|
|
|
|
|
by bunderbunder
2943 days ago
|
|
Right now it’s a hard sell vs Python, but I can imagine Python running out of runway soon. A lot of it’s existing scientific and statistical computing stack is built around the assumption that you’ll be working with data that conveniently fits in memory. Once you’ve sized out of pandas/scipy/scikit, your next major option is Spark, which is certainly powerful, but is also unwieldy. I could see something like Julia earning a lot of mindshare if it had a really polished solution for the space between, “my data is hundreds of megabytes”, and, “my data is hundreds of gigabytes”. |
|
Moving to a new language has more friction than basically anything else unless there's a real language feature missing or the budget doesn't allow for more compute hardware. Hundreds of gigabytes is well below where academic and industry labs will start having to think about these problems. It's going to be really tough to displace Python with anything equally as general purpose.

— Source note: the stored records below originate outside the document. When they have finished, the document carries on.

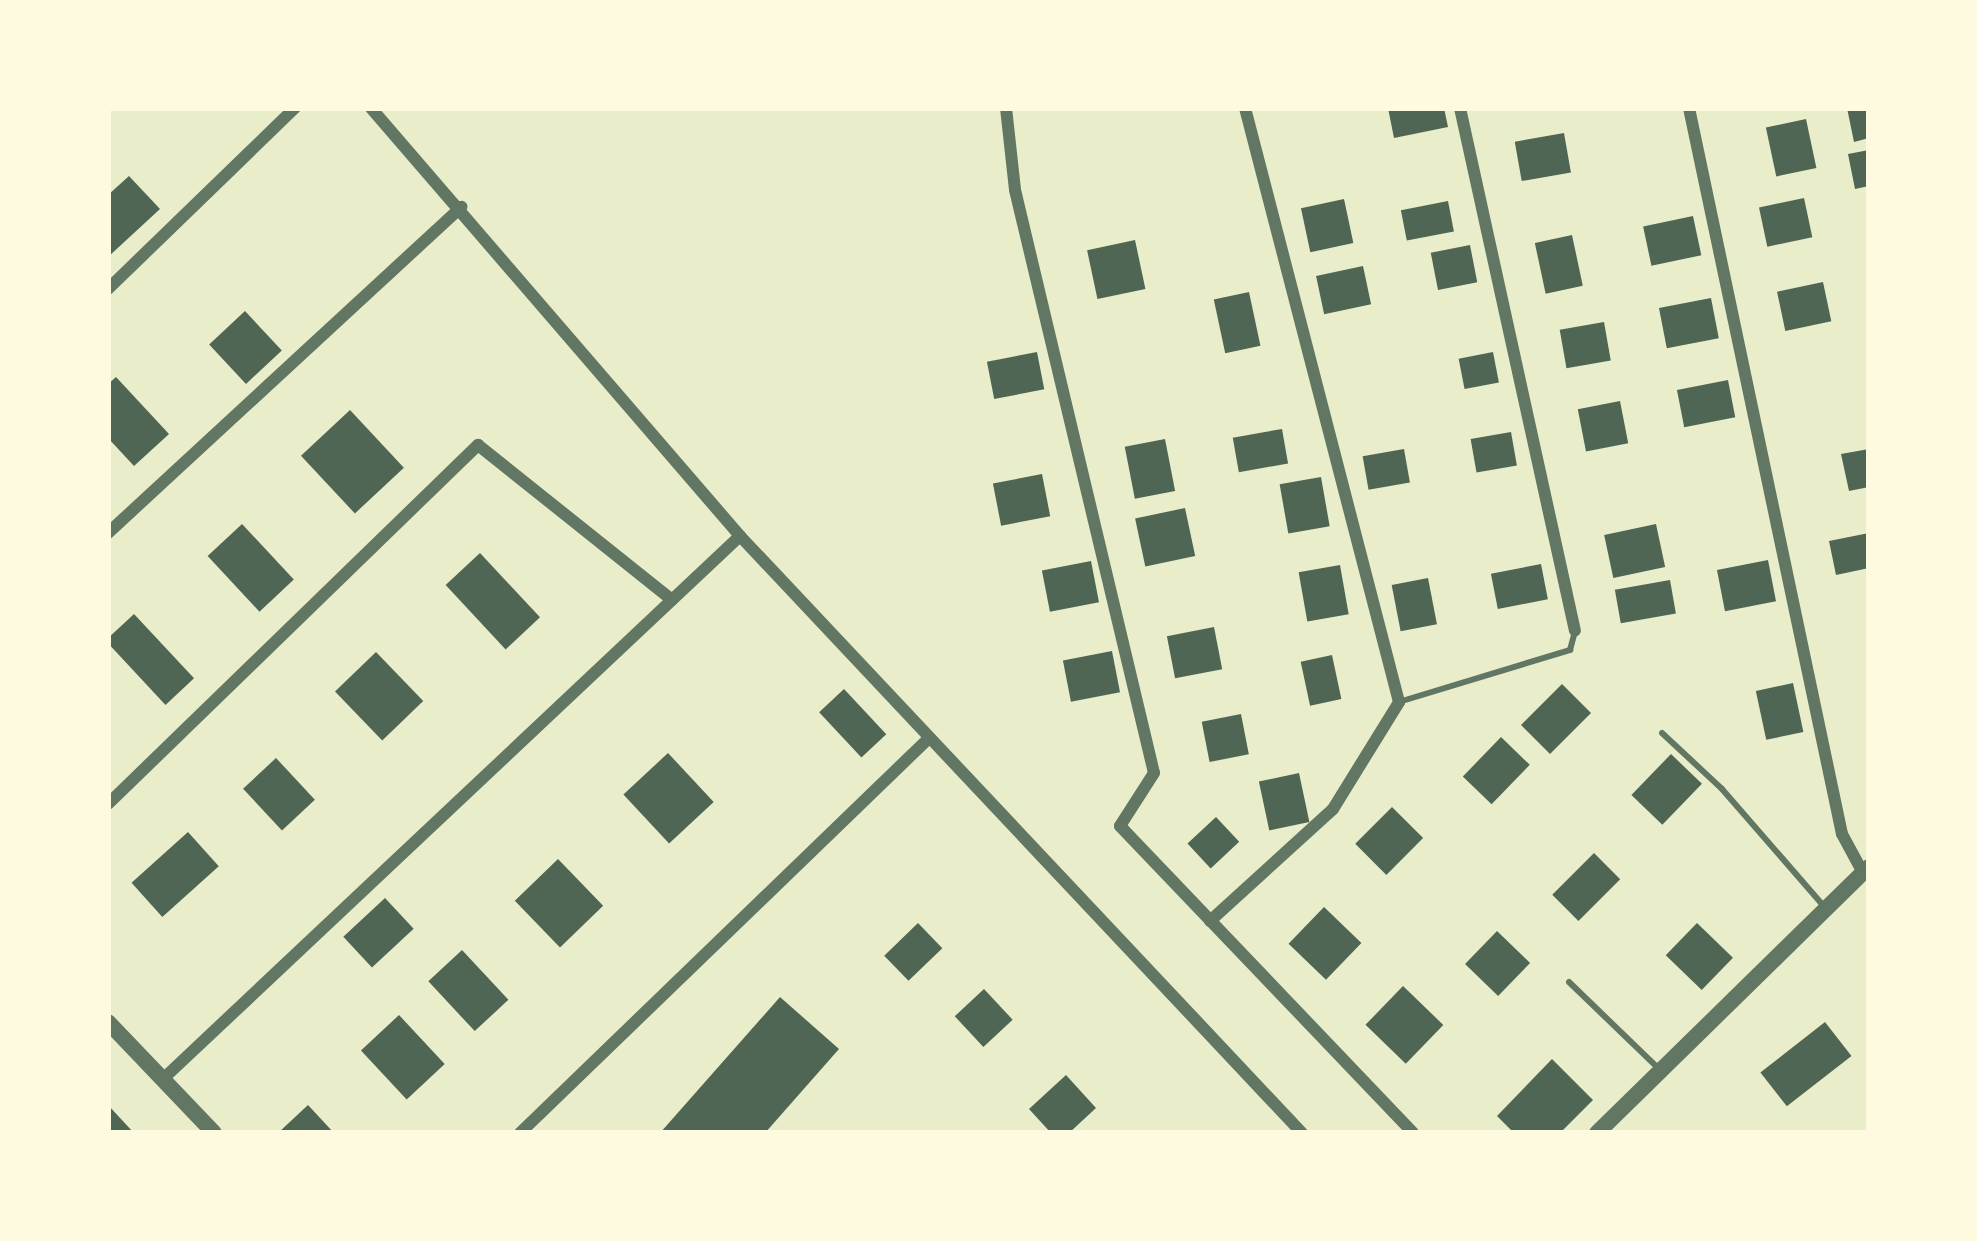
<!DOCTYPE html>
<html>
<head>
<meta charset="utf-8">
<style>
  body { margin:0 }
  #map { position:relative; width:1977px; height:1241px; overflow:hidden; background:#e9edc9; font-family:Ubuntu,sans-serif }
  div>[style] { position:absolute }
  .building>* { inset:0; background:#4f6655; transform-origin:0 0 }
  .service>* { height:6px; margin:-3px; padding:0 3px; transform-origin:3px; border-radius:3px; background:#617663 }
  .minor>* { height:12px; margin:-6px; padding:0 6px; transform-origin:6px; border-radius:6px; background:#617663 }
  .tertiary>* { height:16px; margin:-8px; padding:0 8px; transform-origin:8px; border-radius:8px; background:#617663 }
  span { translate:-50% -50%; white-space:nowrap; text-align:center; line-height:1.15; -webkit-text-stroke:9px #fefae0; paint-order:stroke }
  .frame { position:absolute; inset:0; border:111px solid #fefae0; pointer-events:none }
</style>
</head>
<body>
<div id="map">
  <div class="building">
    <i style="clip-path:polygon(1388px 108px,1444px 108px,1448px 127px,1394px 138px)"></i>
    <i style="clip-path:polygon(1847px 108px,1869px 108px,1869px 138px,1854px 142px)"></i>
    <i style="left:1806px;top:119px;width:50px;height:41px;rotate:78deg"></i>
    <i style="left:1564px;top:133px;width:40px;height:50px;rotate:80deg"></i>
    <i style="clip-path:polygon(1869px 150px,1869px 186px,1855px 189px,1848px 154px)"></i>
    <i style="clip-path:polygon(129px 176px,160px 209px,108px 257px,108px 195px)"></i>
    <i style="left:1804px;top:198px;width:40px;height:46px;rotate:78deg"></i>
    <i style="left:1344px;top:199px;width:45px;height:44px;rotate:78deg"></i>
    <i style="left:1448px;top:201px;width:31px;height:48px;rotate:79deg"></i>
    <i style="left:1693px;top:216px;width:40px;height:51px;rotate:78deg"></i>
    <i style="left:1572px;top:235px;width:52px;height:38px;rotate:78deg"></i>
    <i style="left:1135px;top:240px;width:50px;height:49px;rotate:78deg"></i>
    <i style="left:1470px;top:245px;width:38px;height:40px;rotate:79deg"></i>
    <i style="left:1363px;top:266px;width:39px;height:48px;rotate:78deg"></i>
    <i style="left:1823px;top:282px;width:40px;height:47px;rotate:78deg"></i>
    <i style="left:1249px;top:292px;width:55px;height:36px;rotate:78deg"></i>
    <i style="left:1711px;top:298px;width:41px;height:53px;rotate:79deg"></i>
    <i style="left:245px;top:311px;width:54px;height:49px;rotate:47deg"></i>
    <i style="left:1604px;top:322px;width:39px;height:45px;rotate:80deg"></i>
    <i style="left:1037px;top:352px;width:38px;height:51px;rotate:79deg"></i>
    <i style="left:1493px;top:352px;width:31px;height:35px;rotate:79deg"></i>
    <i style="clip-path:polygon(116px 377px,169px 434px,134px 466px,108px 438px,108px 384px)"></i>
    <i style="left:1728px;top:380px;width:38px;height:52px;rotate:79deg"></i>
    <i style="left:1620px;top:401px;width:43px;height:43px;rotate:79deg"></i>
    <i style="left:350px;top:410px;width:79px;height:67px;rotate:47deg"></i>
    <i style="left:1282px;top:429px;width:35px;height:50px;rotate:80deg"></i>
    <i style="left:1511px;top:432px;width:34px;height:41px;rotate:80deg"></i>
    <i style="left:1165px;top:439px;width:53px;height:41px;rotate:79deg"></i>
    <i style="left:1404px;top:449px;width:34px;height:42px;rotate:80deg"></i>
    <i style="clip-path:polygon(1869px 449px,1869px 487px,1849px 491px,1841px 454px)"></i>
    <i style="left:1042px;top:474px;width:43px;height:50px;rotate:79deg"></i>
    <i style="left:1321px;top:477px;width:50px;height:42px;rotate:80deg"></i>
    <i style="left:1185px;top:508px;width:49px;height:51px;rotate:78deg"></i>
    <i style="left:242px;top:524px;width:76px;height:47px;rotate:47deg"></i>
    <i style="left:1656px;top:524px;width:44px;height:53px;rotate:78deg"></i>
    <i style="clip-path:polygon(1869px 533px,1869px 568px,1836px 575px,1829px 541px)"></i>
    <i style="left:480px;top:553px;width:88px;height:47px;rotate:47deg"></i>
    <i style="left:1768px;top:560px;width:42px;height:52px;rotate:79deg"></i>
    <i style="left:1091px;top:561px;width:42px;height:50px;rotate:79deg"></i>
    <i style="left:1541px;top:564px;width:36px;height:51px;rotate:79deg"></i>
    <i style="left:1340px;top:565px;width:50px;height:42px;rotate:80deg"></i>
    <i style="left:1428px;top:578px;width:47px;height:37px;rotate:79deg"></i>
    <i style="left:1670px;top:580px;width:34px;height:56px;rotate:80deg"></i>
    <i style="left:134px;top:614px;width:88px;height:39px;rotate:47deg"></i>
    <i style="left:1214px;top:627px;width:43px;height:48px;rotate:79deg"></i>
    <i style="left:1112px;top:651px;width:42px;height:50px;rotate:79deg"></i>
    <i style="left:376px;top:652px;width:68px;height:57px;rotate:46deg"></i>
    <i style="left:1332px;top:655px;width:45px;height:32px;rotate:78deg"></i>
    <i style="left:1793px;top:683px;width:50px;height:38px;rotate:78deg"></i>
    <i style="left:1562px;top:684px;width:41px;height:58px;rotate:45deg"></i>
    <i style="left:844px;top:689px;width:62px;height:34px;rotate:47deg"></i>
    <i style="left:1241px;top:714px;width:41px;height:40px;rotate:79deg"></i>
    <i style="left:1501px;top:737px;width:40px;height:55px;rotate:44deg"></i>
    <i style="left:668px;top:753px;width:67px;height:61px;rotate:47deg"></i>
    <i style="left:1671px;top:754px;width:43px;height:57px;rotate:44deg"></i>
    <i style="left:276px;top:758px;width:57px;height:45px;rotate:47deg"></i>
    <i style="left:1299px;top:773px;width:50px;height:41px;rotate:78deg"></i>
    <i style="left:1392px;top:807px;width:44px;height:52px;rotate:45deg"></i>
    <i style="left:1216px;top:817px;width:34px;height:39px;rotate:47deg"></i>
    <i style="left:188px;top:832px;width:46px;height:76px;rotate:48deg"></i>
    <i style="left:1594px;top:853px;width:37px;height:59px;rotate:45deg"></i>
    <i style="left:558px;top:859px;width:65px;height:60px;rotate:46deg"></i>
    <i style="left:385px;top:898px;width:42px;height:57px;rotate:47deg"></i>
    <i style="left:1324px;top:907px;width:52px;height:51px;rotate:44deg"></i>
    <i style="left:918px;top:923px;width:35px;height:47px;rotate:46deg"></i>
    <i style="left:1697px;top:923px;width:50px;height:45px;rotate:44deg"></i>
    <i style="left:1497px;top:931px;width:46px;height:46px;rotate:44deg"></i>
    <i style="left:462px;top:950px;width:68px;height:46px;rotate:47deg"></i>
    <i style="left:1403px;top:986px;width:56px;height:54px;rotate:44deg"></i>
    <i style="left:984px;top:989px;width:42px;height:40px;rotate:47deg"></i>
    <i style="clip-path:polygon(780px 997px,839px 1049px,765px 1133px,660px 1133px)"></i>
    <i style="left:399px;top:1015px;width:67px;height:52px;rotate:47deg"></i>
    <i style="left:1825px;top:1022px;width:43px;height:82px;rotate:52deg"></i>
    <i style="clip-path:polygon(1552px 1059px,1593px 1100px,1560px 1133px,1514px 1133px,1497px 1116px)"></i>
    <i style="clip-path:polygon(1066px 1075px,1096px 1108px,1069px 1133px,1051px 1133px,1029px 1109px)"></i>
    <i style="clip-path:polygon(108px 1105px,134px 1133px,108px 1133px)"></i>
    <i style="clip-path:polygon(308px 1105px,334px 1133px,278px 1133px)"></i>
  </div>
  <div class="service">
    <i style="left:1402px;top:701px;width:176px;rotate:-16.9deg"></i>
    <i style="left:1570px;top:650px;width:20px;rotate:-75deg"></i>
    <i style="left:1662px;top:733px;width:82px;rotate:43deg"></i>
    <i style="left:1722px;top:789px;width:154px;rotate:49deg"></i>
    <i style="left:1569px;top:982px;width:124px;rotate:44deg"></i>
  </div>
  <div class="minor">
    <i style="left:371px;top:108px;width:565px;rotate:49.23deg"></i>
    <i style="left:740px;top:536px;width:820px;rotate:46.73deg"></i>
    <i style="left:1006px;top:108px;width:82px;rotate:83.7deg"></i>
    <i style="left:1015px;top:190px;width:599px;rotate:76.59deg"></i>
    <i style="left:1154px;top:773px;width:63px;rotate:122.7deg"></i>
    <i style="left:1120px;top:826px;width:424px;rotate:46.3deg"></i>
    <i style="left:1460px;top:108px;width:535px;rotate:77.6deg"></i>
    <i style="left:1689px;top:108px;width:742px;rotate:78.1deg"></i>
    <i style="left:1842px;top:834px;width:42px;rotate:61.6deg"></i>
    <i style="left:108px;top:289px;width:260px;rotate:-44.1deg"></i>
    <i style="left:108px;top:533px;width:481px;rotate:-42.7deg"></i>
    <i style="left:108px;top:804px;width:516px;rotate:-44.14deg"></i>
    <i style="left:478px;top:445px;width:248px;rotate:38.6deg"></i>
    <i style="left:1210px;top:921px;width:166px;rotate:-42.3deg"></i>
    <i style="left:1333px;top:809px;width:126px;rotate:-58.3deg"></i>
    <i style="left:1399px;top:702px;width:614px;rotate:-104.53deg"></i>
    <i style="left:164px;top:1078px;width:791px;rotate:-43.26deg"></i>
    <i style="left:520px;top:1133px;width:569px;rotate:-44deg"></i>
  </div>
  <div class="tertiary">
    <i style="left:108px;top:1022px;width:153px;rotate:46.3deg"></i>
    <i style="left:1597px;top:1133px;width:380px;rotate:-44.4deg"></i>
  </div>
  <div class="frame"></div>
</div>
</body>
</html>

This is all to say that I buy that Julia can shine more than Python for I/O bound HPC, but it really shouldn't be I/O bound until you have terabytes of data (and likely tens of terabytes). And aside from that, the Python numerical computing ecosystem includes a lot more than just Numpy and Pandas. As other commenters have mentioned, you can use Dask if your hot data has grown into the terabyte range. Anaconda includes a lot of libraries which can bail you out of situations once you've left the familiar world of Pandas data frames.